In the Central African region, he expressed concern over the continued violence in the eastern parts of the Democratic Republic of Congo alluding that it undermines the peace that has been achieved in the country. He made an appeal to those warring, saying, “We implore the parties to the conflict to come to terms, dialogue, and find a peaceful solution to stabilize the country.”

In the East African region Hon. Khumalo focused among others on Somalia and Sudan. With regards to Somalia, he bemoaned the increasingly deadly attacks carried out by the insurgent group Al-Shabab against the country’s Transitional Federal Government. He said, “Suicide bombings, unheard of in Somalia before 2007, have become increasingly frequent and the lawlessness have raised concerns that Al-Qaeda is trying to gain a foothold in the Horn of Africa”. He added that “African troops (from Uganda and Burundi) protecting the Somalia government wage daily battles with Islamic militants who hold much of Central and Southern Somalia”. Khumalo said that the continued anarchy in the East African nation has “allowed piracy to flourish off the country’s coast”.

On Sudan, Khumalo focused on the upcoming self-determination referendum that will take place early in January 2011. He expressed concern over oil deposits on the borders of the north and south, saying “we are concerned with the oil deposits around the border of north and south Sudan which could be a source of discontent”. He went on to say that “we propose that a solution be reached with respect to equitable sharing of resources between the north and south Sudan”.

On the issue of the Western Sahara, Khumalo said that it remains a sore point in the North African region.
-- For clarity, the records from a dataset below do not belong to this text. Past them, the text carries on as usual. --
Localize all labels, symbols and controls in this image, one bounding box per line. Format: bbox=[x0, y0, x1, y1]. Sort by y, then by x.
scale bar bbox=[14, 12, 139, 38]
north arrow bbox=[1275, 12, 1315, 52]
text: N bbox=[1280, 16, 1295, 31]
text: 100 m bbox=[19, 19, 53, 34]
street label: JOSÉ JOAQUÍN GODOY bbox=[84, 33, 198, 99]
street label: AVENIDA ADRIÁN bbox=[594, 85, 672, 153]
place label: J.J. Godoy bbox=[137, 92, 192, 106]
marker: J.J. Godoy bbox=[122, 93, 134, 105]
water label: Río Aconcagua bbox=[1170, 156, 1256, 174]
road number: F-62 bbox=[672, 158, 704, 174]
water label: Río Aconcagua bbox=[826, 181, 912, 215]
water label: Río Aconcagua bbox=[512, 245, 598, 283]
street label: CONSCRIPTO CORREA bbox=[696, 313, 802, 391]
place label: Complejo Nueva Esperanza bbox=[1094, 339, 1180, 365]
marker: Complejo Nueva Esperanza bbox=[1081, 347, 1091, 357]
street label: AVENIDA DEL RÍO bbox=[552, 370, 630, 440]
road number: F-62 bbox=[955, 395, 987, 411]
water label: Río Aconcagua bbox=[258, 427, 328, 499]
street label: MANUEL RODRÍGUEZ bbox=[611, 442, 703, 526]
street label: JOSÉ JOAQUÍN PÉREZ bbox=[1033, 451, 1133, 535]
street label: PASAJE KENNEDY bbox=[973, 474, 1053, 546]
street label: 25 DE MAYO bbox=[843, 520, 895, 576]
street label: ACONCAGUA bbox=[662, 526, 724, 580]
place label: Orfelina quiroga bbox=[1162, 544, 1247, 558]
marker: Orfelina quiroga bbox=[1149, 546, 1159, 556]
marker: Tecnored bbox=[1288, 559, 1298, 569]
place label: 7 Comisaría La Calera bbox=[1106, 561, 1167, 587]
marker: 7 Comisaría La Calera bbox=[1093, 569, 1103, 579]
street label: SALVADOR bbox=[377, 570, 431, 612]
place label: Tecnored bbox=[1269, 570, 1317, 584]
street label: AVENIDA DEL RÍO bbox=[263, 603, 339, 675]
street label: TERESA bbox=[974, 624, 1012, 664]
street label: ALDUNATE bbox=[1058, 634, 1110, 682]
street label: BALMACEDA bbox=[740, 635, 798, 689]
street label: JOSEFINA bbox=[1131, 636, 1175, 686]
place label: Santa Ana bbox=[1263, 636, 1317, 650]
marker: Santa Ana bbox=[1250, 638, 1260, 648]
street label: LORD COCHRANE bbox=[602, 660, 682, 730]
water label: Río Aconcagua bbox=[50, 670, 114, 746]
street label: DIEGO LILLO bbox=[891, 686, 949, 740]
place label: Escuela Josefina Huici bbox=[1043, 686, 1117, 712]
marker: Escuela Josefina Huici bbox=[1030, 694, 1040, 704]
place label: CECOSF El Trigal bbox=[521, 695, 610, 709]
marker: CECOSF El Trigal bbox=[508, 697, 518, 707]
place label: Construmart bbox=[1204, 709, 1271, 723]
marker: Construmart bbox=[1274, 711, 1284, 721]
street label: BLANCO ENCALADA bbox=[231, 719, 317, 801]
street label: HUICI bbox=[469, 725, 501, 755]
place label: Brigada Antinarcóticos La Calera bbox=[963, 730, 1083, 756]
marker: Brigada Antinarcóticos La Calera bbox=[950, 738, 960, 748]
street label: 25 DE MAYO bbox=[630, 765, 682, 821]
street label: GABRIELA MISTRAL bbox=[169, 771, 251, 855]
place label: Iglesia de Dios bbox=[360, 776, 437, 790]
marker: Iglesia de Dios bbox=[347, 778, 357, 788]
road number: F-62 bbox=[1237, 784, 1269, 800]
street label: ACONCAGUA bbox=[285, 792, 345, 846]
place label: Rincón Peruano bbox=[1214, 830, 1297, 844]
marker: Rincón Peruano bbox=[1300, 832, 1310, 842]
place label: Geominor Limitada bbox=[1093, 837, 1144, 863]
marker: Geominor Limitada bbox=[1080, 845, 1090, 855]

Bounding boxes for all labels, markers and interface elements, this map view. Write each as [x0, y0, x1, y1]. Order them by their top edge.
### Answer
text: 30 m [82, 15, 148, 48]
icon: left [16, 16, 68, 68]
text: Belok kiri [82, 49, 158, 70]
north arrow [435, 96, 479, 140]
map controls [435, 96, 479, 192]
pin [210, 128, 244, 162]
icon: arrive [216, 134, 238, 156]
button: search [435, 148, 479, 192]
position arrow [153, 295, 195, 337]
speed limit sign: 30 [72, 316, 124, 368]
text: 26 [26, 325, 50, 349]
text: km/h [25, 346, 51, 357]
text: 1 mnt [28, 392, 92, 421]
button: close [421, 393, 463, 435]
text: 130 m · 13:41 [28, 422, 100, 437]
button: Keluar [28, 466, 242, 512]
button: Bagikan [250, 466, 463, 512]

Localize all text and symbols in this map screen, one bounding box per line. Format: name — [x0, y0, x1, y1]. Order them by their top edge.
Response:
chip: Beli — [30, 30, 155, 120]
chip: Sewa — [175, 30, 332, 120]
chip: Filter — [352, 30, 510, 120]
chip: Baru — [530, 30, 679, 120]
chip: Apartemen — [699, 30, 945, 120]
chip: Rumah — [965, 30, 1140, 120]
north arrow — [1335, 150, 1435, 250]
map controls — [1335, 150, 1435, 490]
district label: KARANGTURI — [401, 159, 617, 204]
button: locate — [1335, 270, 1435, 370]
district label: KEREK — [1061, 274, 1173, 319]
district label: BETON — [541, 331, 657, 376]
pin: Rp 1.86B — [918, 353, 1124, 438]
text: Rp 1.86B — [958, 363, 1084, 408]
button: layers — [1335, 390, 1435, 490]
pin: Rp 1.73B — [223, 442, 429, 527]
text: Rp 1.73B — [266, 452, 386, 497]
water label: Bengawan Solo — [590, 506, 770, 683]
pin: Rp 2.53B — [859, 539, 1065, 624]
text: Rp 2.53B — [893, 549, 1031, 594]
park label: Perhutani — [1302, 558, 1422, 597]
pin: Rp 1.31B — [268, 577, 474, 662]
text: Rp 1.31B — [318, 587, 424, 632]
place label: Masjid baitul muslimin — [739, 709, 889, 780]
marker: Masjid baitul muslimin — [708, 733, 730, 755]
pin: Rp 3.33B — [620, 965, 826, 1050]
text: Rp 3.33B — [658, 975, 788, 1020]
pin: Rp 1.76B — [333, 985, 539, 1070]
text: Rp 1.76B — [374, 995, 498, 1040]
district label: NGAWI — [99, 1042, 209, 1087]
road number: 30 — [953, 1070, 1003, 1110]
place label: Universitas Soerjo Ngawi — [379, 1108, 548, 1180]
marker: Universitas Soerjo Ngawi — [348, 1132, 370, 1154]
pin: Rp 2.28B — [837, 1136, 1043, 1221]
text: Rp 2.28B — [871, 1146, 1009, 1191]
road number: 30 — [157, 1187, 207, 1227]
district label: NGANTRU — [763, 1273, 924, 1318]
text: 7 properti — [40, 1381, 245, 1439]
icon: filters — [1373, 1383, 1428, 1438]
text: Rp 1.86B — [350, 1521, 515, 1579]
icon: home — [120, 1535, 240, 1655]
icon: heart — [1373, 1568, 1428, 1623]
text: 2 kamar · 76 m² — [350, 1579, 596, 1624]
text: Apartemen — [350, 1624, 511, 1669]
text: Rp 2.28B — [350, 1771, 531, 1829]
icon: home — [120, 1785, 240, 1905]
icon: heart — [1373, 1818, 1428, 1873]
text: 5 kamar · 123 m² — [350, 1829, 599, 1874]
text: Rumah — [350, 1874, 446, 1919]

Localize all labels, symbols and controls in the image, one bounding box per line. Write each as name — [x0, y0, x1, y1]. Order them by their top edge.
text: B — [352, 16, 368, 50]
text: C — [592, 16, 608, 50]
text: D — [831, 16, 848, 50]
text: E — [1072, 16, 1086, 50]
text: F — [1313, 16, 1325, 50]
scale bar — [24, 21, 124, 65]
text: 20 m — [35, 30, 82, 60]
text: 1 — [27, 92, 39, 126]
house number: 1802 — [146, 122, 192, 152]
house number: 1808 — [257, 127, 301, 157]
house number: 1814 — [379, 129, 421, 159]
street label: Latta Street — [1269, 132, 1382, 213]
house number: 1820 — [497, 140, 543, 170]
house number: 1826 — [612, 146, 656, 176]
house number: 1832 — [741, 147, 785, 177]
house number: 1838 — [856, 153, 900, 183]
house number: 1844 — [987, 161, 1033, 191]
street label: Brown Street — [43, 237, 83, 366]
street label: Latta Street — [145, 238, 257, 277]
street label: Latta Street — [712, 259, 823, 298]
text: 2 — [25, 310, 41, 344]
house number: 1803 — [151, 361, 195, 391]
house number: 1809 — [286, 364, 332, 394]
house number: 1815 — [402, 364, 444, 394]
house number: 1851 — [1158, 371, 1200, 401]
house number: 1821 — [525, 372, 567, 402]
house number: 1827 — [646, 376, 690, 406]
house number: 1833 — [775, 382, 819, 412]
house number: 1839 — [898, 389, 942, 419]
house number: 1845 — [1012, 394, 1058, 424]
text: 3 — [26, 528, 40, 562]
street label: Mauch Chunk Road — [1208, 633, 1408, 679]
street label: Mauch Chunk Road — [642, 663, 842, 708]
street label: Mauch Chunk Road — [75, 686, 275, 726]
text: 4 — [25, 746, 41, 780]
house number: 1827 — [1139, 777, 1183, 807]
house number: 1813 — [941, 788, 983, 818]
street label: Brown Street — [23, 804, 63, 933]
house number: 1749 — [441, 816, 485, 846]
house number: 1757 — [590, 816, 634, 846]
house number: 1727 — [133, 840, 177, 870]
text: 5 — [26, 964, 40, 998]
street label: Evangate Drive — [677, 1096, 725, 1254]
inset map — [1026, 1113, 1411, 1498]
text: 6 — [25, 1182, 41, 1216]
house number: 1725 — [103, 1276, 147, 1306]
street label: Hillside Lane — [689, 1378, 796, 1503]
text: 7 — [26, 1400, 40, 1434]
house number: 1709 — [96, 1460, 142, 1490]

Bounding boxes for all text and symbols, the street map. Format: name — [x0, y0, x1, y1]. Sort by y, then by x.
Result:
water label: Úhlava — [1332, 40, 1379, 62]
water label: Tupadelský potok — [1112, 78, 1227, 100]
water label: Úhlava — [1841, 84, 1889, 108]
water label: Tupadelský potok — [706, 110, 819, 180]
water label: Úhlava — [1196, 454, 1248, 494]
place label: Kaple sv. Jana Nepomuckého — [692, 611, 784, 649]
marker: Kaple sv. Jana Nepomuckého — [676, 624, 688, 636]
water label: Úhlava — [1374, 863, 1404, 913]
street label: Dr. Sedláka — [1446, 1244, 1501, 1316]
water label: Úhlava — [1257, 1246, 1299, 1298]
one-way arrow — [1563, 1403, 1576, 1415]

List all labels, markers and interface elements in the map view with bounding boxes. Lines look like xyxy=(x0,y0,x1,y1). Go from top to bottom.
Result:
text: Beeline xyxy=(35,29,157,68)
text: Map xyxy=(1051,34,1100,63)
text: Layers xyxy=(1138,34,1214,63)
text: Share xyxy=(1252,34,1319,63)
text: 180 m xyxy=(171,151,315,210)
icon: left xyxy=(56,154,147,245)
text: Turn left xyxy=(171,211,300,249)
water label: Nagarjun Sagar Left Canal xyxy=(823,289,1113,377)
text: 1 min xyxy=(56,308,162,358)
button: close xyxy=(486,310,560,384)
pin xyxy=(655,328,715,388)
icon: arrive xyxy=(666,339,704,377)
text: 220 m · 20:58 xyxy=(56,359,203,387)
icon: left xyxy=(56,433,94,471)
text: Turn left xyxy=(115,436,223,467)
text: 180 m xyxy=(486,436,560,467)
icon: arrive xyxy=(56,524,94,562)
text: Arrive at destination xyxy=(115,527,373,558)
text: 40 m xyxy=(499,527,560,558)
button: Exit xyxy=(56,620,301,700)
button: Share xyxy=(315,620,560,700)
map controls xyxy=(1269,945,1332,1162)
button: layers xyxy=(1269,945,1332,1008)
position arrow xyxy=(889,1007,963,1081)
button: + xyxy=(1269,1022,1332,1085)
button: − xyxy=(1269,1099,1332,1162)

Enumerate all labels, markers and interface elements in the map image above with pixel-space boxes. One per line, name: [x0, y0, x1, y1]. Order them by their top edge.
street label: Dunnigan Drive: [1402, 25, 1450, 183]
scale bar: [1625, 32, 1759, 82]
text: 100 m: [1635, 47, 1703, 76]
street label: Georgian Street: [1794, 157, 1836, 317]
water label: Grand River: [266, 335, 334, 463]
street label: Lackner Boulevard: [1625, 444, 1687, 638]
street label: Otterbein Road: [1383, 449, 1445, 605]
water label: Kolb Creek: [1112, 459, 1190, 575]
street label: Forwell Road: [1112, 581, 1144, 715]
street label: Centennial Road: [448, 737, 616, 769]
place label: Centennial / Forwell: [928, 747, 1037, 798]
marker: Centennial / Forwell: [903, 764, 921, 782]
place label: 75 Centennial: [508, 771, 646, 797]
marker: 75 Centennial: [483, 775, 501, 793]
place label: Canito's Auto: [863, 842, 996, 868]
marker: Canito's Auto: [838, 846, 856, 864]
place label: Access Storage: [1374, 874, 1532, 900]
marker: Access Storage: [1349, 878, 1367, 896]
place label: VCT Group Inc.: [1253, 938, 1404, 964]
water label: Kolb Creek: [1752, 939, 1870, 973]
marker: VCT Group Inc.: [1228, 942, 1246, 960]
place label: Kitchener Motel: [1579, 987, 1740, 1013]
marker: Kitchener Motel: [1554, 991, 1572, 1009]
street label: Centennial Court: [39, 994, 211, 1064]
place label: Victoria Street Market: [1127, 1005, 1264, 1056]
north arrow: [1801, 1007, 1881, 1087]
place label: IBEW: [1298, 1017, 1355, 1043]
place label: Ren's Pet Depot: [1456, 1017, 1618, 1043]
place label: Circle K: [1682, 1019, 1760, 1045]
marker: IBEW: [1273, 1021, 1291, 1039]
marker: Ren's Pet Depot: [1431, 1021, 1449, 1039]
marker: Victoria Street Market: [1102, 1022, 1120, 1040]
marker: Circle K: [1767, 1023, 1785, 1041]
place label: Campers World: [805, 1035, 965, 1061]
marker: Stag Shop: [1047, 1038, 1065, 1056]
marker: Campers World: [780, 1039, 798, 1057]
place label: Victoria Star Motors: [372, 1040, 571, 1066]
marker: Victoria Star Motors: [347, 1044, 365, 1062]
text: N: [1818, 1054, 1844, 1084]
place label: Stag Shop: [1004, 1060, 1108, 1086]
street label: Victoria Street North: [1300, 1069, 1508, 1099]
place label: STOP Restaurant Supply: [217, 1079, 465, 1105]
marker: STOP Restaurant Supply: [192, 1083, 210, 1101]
It remains the only country on the continent that is still occupied by Morocco since the 1970s. The stance of PAP on the issue was made clear by the Chairperson: “the PAP is filled with consternation by the massive and repeated violations of human rights in the Western Sahara by Moroccan authorities”, he said. He appealed to the African Union and the United Nations to hold Morocco accountable for their actions and compel Morocco to “respect its obligations and to free political prisoners that it is holding in its prisons”.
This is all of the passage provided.